Mine seem to like cooler, they will hang out by the AC vents in the house, in front of the fan, or lie on the tile.


----------



## Greenport ferals (Oct 30, 2010)

It was a record-breaking 99 degrees here today in upstate NY and at 2 pm, in the thick of it, I tried to get the cats in so they could cool off in the 75 degree house. They came in to be fed, but clamored to go back out. Some went to sprawl in the asphalt driveway in the sun. I think I will stop presuming I know what's good for them.


----------



## MowMow (Nov 6, 2010)

It depends. If it's hot outside then MowMOw wants it cool and will lay belly up in front of the fan.

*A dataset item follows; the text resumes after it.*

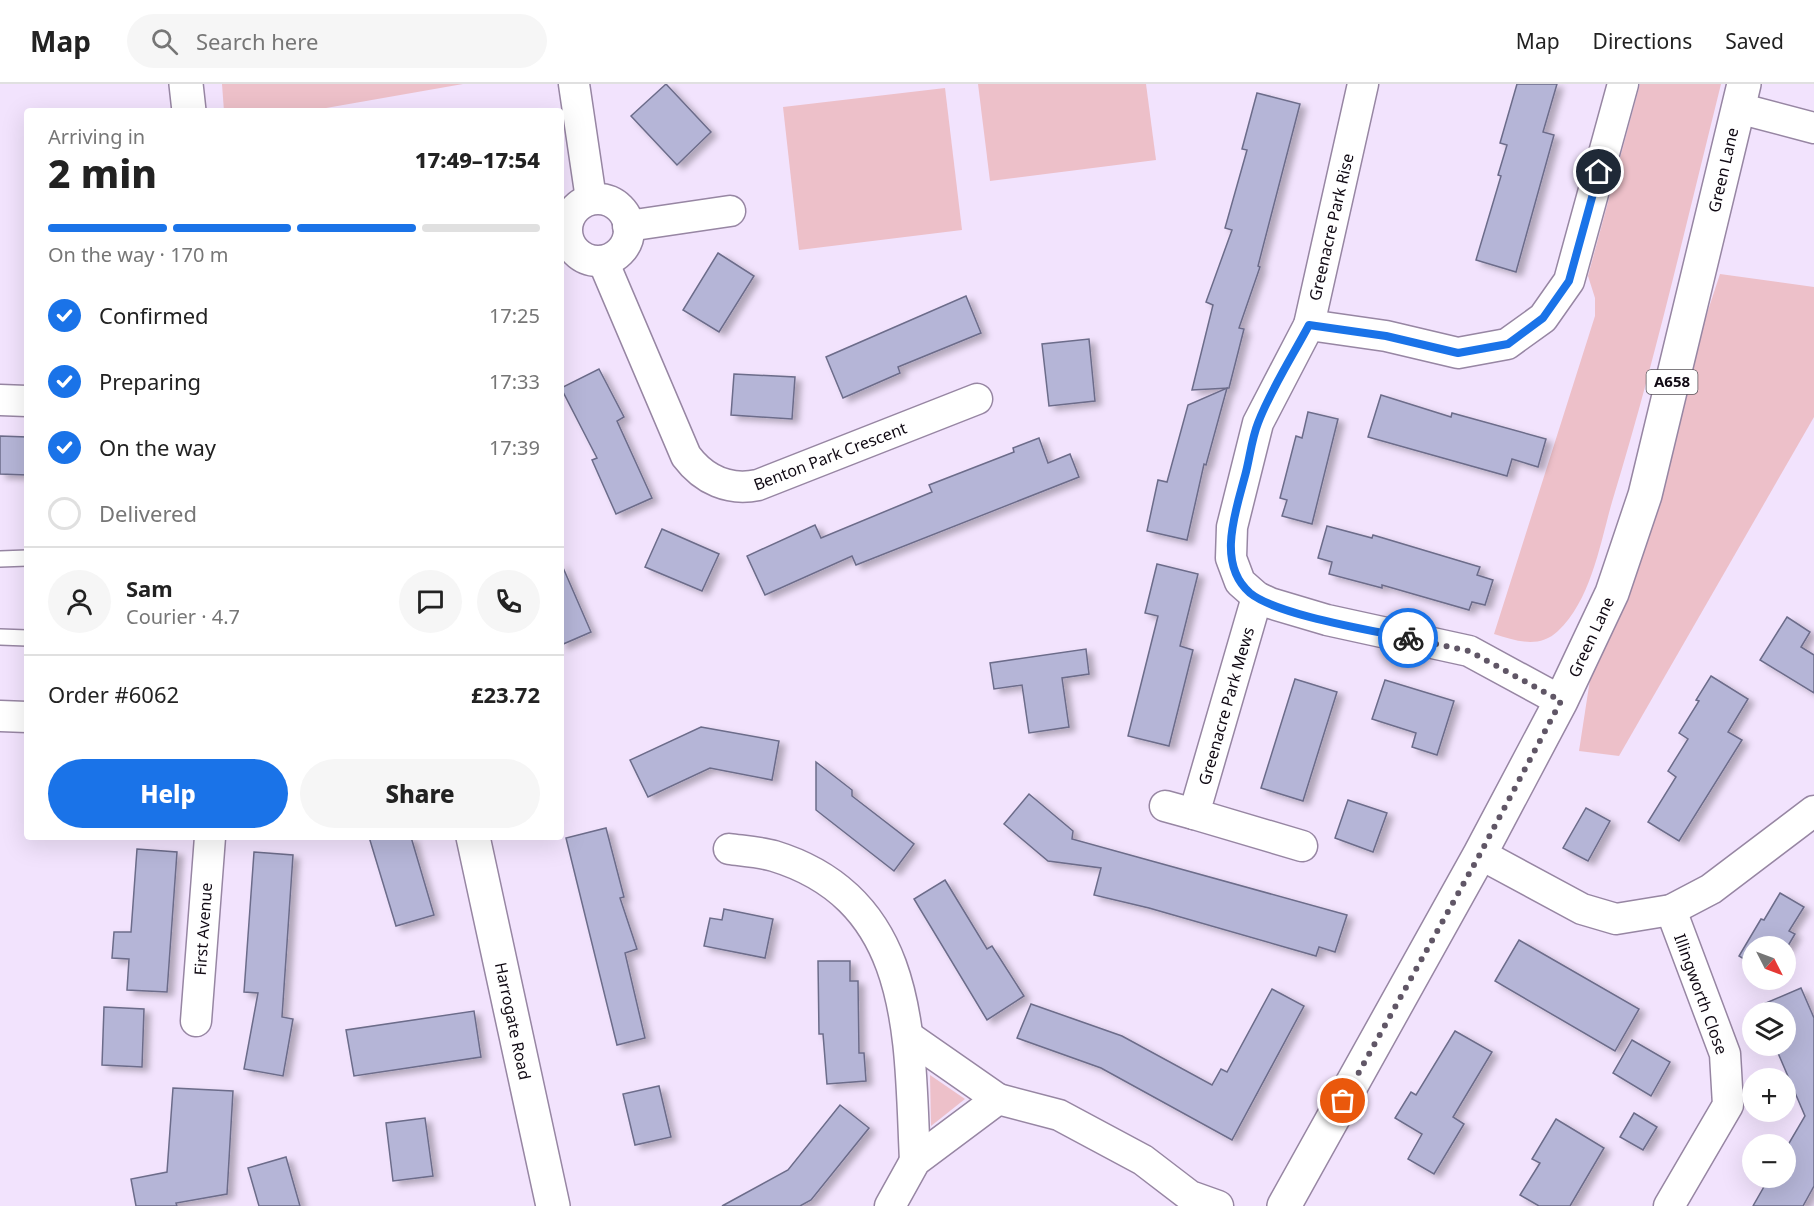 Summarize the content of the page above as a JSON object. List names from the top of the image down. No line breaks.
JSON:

If it's cold outside he hangs out right in front of the heating vent.


----------



## saitenyo (Nov 28, 2010)

Athena seems to love being warm. If it's even slightly below 90 she will try to curl up on or behind my computer, or in a sunbeam, or a lap, or anywhere else warm. I'll be sweating, unable to sleep because it's so hot, and she'll be purring away contentedly on top of my head.


----------



## doodlebug (May 13, 2006)

You know, I almost posted a thread about this very topic this morning. It was almost 100 degrees on my screened porch and the furriest of all beasts (aka Holly) spent the entire morning out there instead in the nice cool central a/c. The ceiling fan wasn't even on (bad mama didn't bother to turn it on thinking she would spend 2 minutes out there and come right back in). It makes me overheat just writing about it.....


----------



## Sinatra-Butters (Aug 9, 2010)

Nutmeg likes it hot and Sinatra likes it cold.


----------



## yingying (Jul 19, 2011)

We don't have AC at home because my mom's joints cannot handle the cool air from an AC. It is 38c (around 100F) in Toronto now and my cats are MELTING... I don't know if they prefer hot, but even if they do, definitely not THIS hot.

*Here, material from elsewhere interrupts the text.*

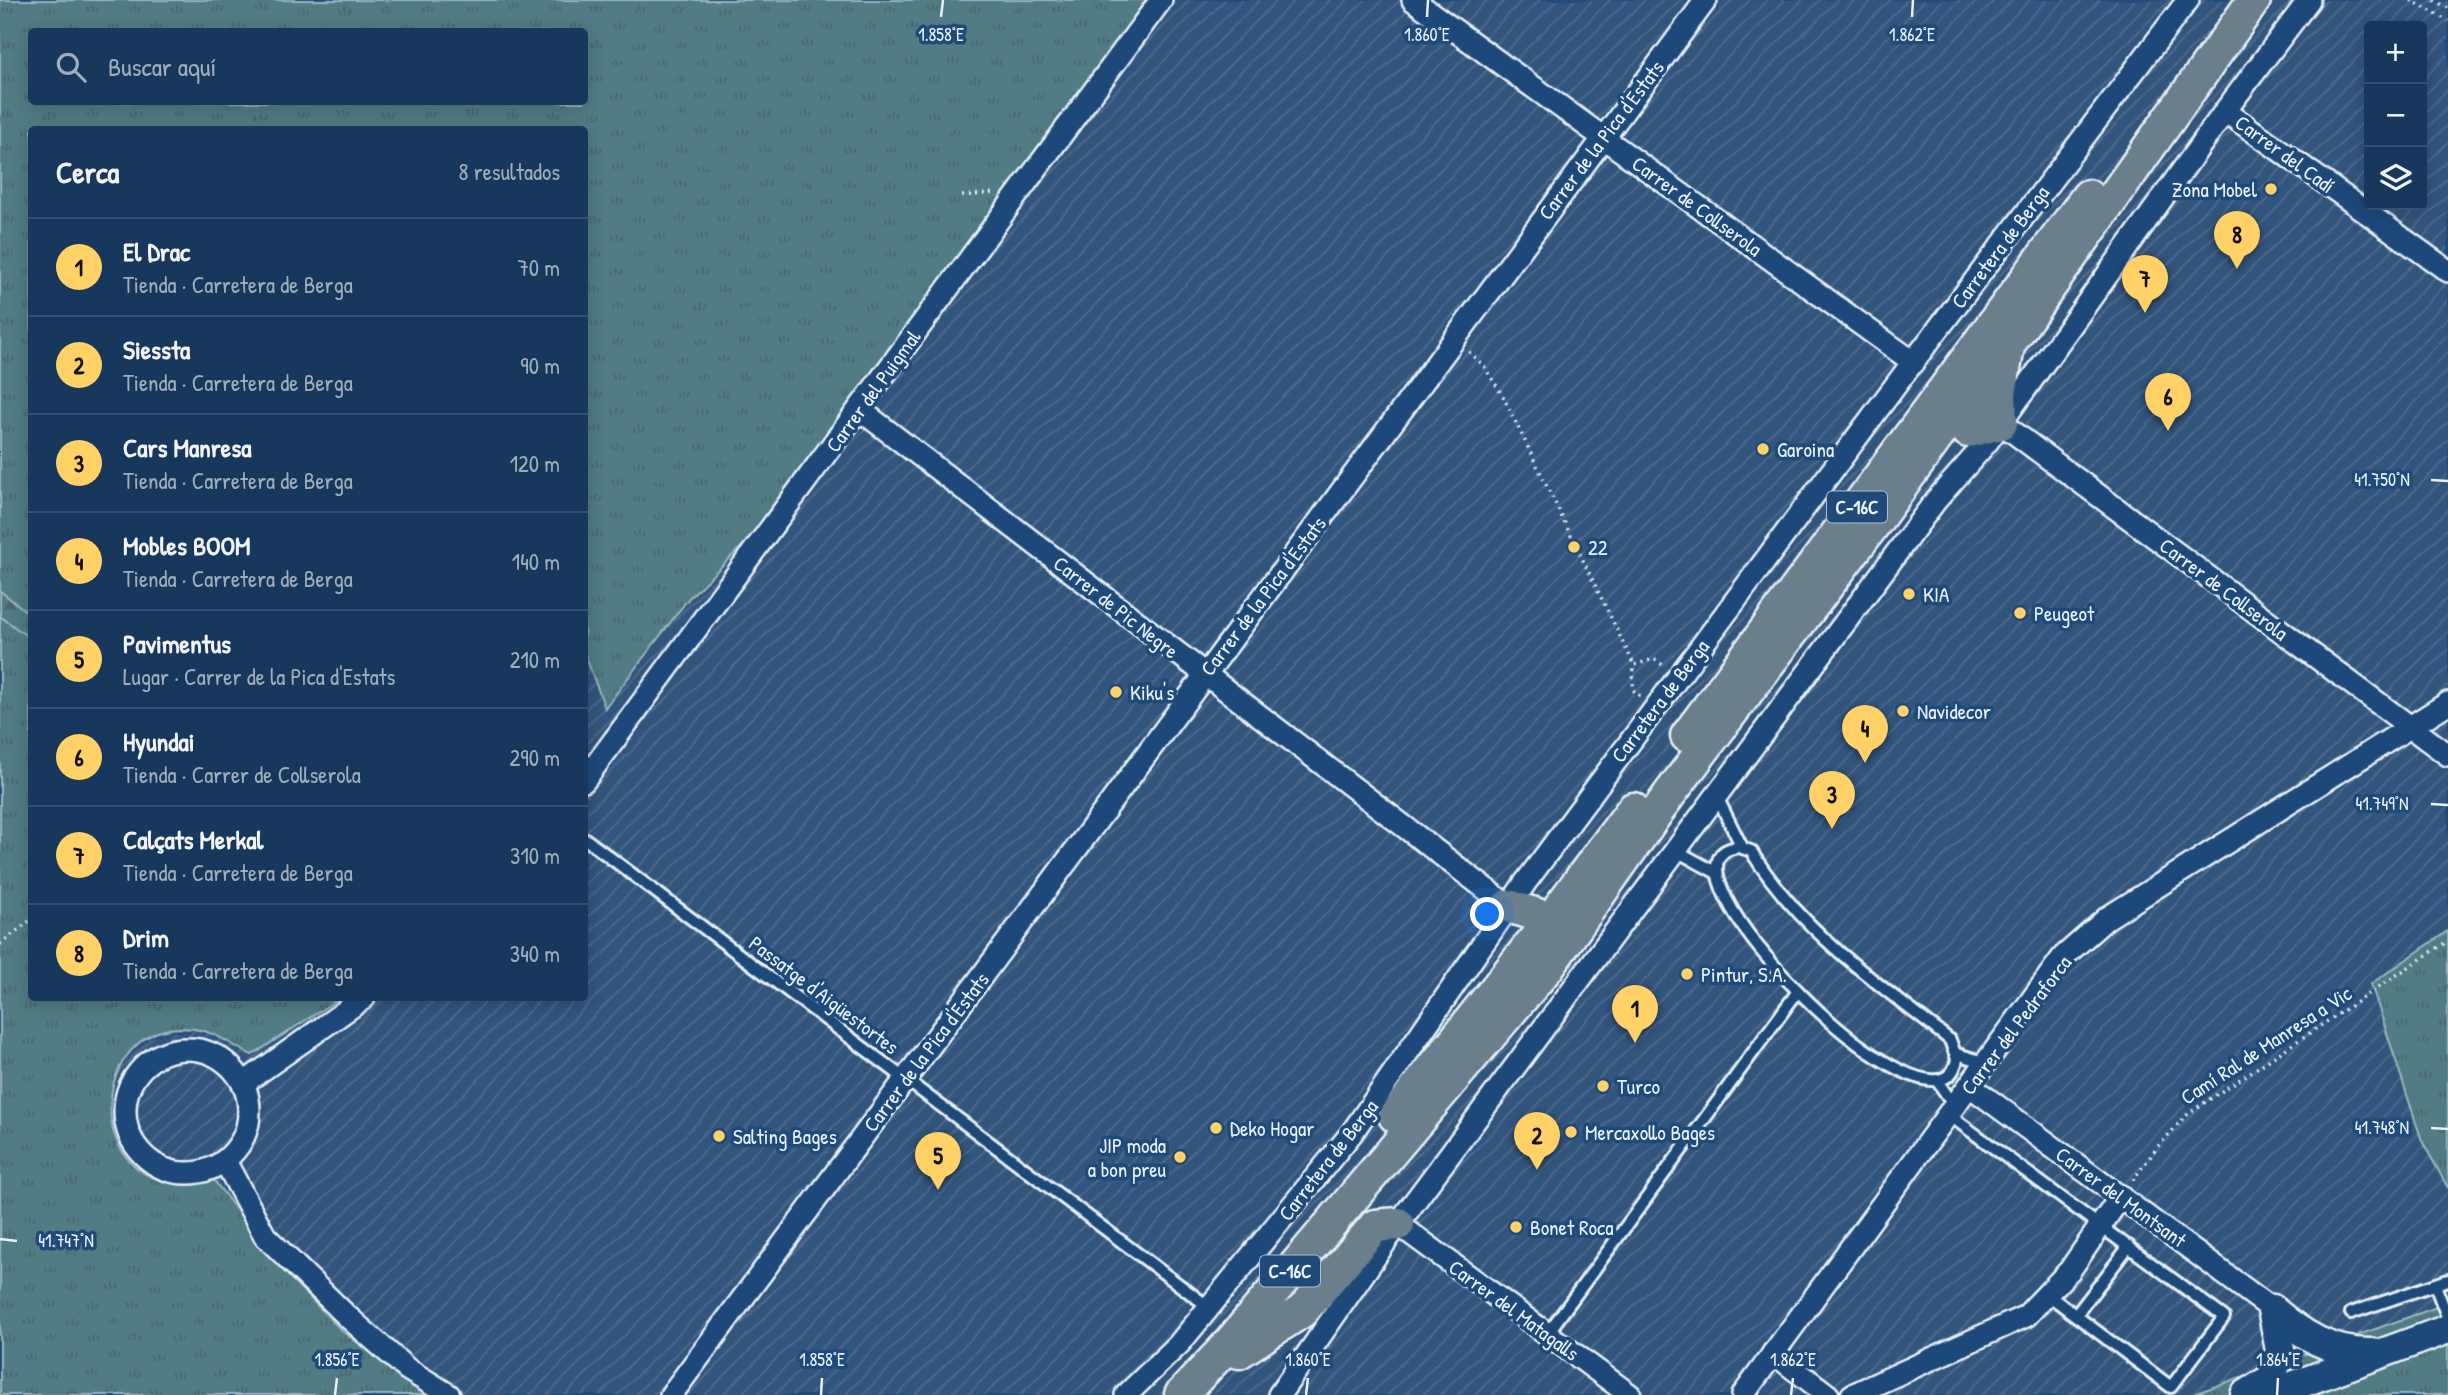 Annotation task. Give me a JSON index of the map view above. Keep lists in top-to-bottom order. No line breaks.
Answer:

Took this picture about an hour ago. Poor Metoo... Hold on my dear, tomorrow will be cooler...


----------



## SunKissedToes (Jul 4, 2011)

When I first turn the window A/C on, Krystal will sometimes run over and sit in front of it. She looks like a foxy lady in a convertible with her hair blowing every which way. :cool


----------



## Meowmers (Jul 10, 2011)

yingying said:


> Took this picture about an hour ago. Poor Metoo... Hold on my dear, tomorrow will be cooler...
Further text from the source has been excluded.